Racing for climate action at 18,000 feet
Top photo: Clare Gallagher runs the Snowman Race in Bhutan. (Photo: Snowman Race)
Invited by the king of Bhutan, CU Boulder PhD student Clare Gallagher completed the 109-mile Snowman Race to bring attention to the realities of climate change
Usually when Clare Gallagher runs 100 miles, she does it all at once—a day that’s alternately punishing and exhilarating and at the furthest boundaries of what her body can do.
The 109-mile Snowman Race was different. It spanned five days across the Himalayas and saw 16 of the most elite ultramarathoners from around the world traversing multiple mountain passes approaching 18,000 feet.
Clare Gallagher (left) was invited by Bhutanese King Jigme Khesar Namgyel Wangchuck to run the 109-mile Snowman Race ultramarathon. (Photo: Snowman Race)
“As far as ultramarathons go, it was not that crazy a distance—we were doing about a marathon a day,” Gallagher explains. “But it took so, so long because these mountains are just so high. We started in Laya (Bhutan), which is about 13,000 feet in elevation, and went up from there.”

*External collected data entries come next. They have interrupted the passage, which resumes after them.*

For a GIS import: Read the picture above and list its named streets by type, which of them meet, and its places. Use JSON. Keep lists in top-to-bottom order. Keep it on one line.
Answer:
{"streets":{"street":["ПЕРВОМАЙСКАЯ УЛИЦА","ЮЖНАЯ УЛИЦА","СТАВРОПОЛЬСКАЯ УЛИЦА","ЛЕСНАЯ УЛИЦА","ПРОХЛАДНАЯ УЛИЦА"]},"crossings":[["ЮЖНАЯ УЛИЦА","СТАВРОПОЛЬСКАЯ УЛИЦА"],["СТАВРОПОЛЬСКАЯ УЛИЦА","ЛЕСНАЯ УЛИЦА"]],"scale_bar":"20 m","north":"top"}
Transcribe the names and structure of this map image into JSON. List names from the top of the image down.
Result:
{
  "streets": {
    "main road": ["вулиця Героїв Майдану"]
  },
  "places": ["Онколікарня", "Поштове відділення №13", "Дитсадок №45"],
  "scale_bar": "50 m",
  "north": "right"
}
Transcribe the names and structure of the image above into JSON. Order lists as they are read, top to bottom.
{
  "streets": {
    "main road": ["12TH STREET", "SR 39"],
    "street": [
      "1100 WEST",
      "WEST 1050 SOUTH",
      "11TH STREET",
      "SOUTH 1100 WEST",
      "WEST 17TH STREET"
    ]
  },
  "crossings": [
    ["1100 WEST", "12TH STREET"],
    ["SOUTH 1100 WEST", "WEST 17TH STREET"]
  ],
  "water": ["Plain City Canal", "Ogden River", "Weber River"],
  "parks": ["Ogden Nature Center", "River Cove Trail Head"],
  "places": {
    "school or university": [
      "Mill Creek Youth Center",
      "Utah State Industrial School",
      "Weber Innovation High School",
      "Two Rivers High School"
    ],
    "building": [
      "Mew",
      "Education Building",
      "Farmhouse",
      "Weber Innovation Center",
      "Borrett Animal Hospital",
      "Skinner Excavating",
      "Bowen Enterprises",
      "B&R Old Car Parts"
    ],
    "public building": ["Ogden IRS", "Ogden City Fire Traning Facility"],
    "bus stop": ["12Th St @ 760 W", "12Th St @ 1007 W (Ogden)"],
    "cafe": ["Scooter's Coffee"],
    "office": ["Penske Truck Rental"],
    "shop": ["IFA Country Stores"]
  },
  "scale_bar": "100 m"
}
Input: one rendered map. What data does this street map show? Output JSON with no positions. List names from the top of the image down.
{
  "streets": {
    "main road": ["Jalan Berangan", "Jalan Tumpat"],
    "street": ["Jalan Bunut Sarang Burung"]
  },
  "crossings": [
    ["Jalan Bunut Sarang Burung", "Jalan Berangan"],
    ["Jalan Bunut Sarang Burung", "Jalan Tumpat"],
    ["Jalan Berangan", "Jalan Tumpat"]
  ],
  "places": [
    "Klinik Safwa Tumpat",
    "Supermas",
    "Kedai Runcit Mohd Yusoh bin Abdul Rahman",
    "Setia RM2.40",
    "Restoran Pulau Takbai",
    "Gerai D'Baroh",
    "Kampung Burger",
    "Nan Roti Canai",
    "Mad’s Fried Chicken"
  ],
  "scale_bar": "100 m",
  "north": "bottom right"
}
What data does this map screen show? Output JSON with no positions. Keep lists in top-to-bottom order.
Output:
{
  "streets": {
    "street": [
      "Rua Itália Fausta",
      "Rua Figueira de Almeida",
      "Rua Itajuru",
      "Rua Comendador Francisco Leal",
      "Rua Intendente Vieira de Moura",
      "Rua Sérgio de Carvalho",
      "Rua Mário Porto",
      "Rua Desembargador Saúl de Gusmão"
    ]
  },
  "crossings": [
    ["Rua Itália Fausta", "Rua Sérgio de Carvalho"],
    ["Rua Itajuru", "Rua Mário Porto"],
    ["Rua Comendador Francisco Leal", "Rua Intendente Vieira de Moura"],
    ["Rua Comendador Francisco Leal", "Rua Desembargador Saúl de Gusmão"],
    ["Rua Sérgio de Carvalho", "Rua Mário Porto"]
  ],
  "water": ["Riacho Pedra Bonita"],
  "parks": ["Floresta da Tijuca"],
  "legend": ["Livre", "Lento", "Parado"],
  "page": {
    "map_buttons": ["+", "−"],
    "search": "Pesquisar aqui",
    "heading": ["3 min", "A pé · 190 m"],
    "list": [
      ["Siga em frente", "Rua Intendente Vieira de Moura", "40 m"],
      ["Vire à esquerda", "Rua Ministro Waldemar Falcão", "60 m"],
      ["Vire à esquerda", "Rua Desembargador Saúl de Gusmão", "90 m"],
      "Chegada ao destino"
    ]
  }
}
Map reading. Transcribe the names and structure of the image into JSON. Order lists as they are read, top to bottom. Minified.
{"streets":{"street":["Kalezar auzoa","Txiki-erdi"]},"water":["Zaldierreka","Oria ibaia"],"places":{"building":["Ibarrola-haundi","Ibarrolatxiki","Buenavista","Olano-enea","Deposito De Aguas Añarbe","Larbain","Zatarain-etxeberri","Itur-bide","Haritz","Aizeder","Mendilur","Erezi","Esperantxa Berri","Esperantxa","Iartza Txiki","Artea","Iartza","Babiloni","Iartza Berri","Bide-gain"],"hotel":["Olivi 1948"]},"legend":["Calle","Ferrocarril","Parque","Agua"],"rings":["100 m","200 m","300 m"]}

Gallagher, a PhD student in the University of Colorado Boulder Department of Environmental Studiesand the Institute of Arctic and Alpine Research (INSTAAR), was invited by the king of Bhutan to participate in the 2024 Snowman Race held at the end of October. It was the second time the race was held—an event envisioned by Bhutanese King Jigme Khesar Namgyel Wangchuck to draw international attention to the stark realities of climate change in Bhutan and around the globe.
“Once we actually got there and were literally on top of these glaciers, I could see his point,” Gallagher says. “His goal is for international trail runners like myself to help share the story of what we saw, and what I saw is that the glaciers are melting.”
Running 100 miles
Before she vividly learned that a journey of 100 miles begins with a single step, however, Gallagher was simply a girl who liked to run. She ran track as an undergraduate at Princeton and kept running in Thailand, where she moved after graduating to teach English. While there, she signed up for the inaugural Thailand Ultramarathon almost on a whim and ended up winning.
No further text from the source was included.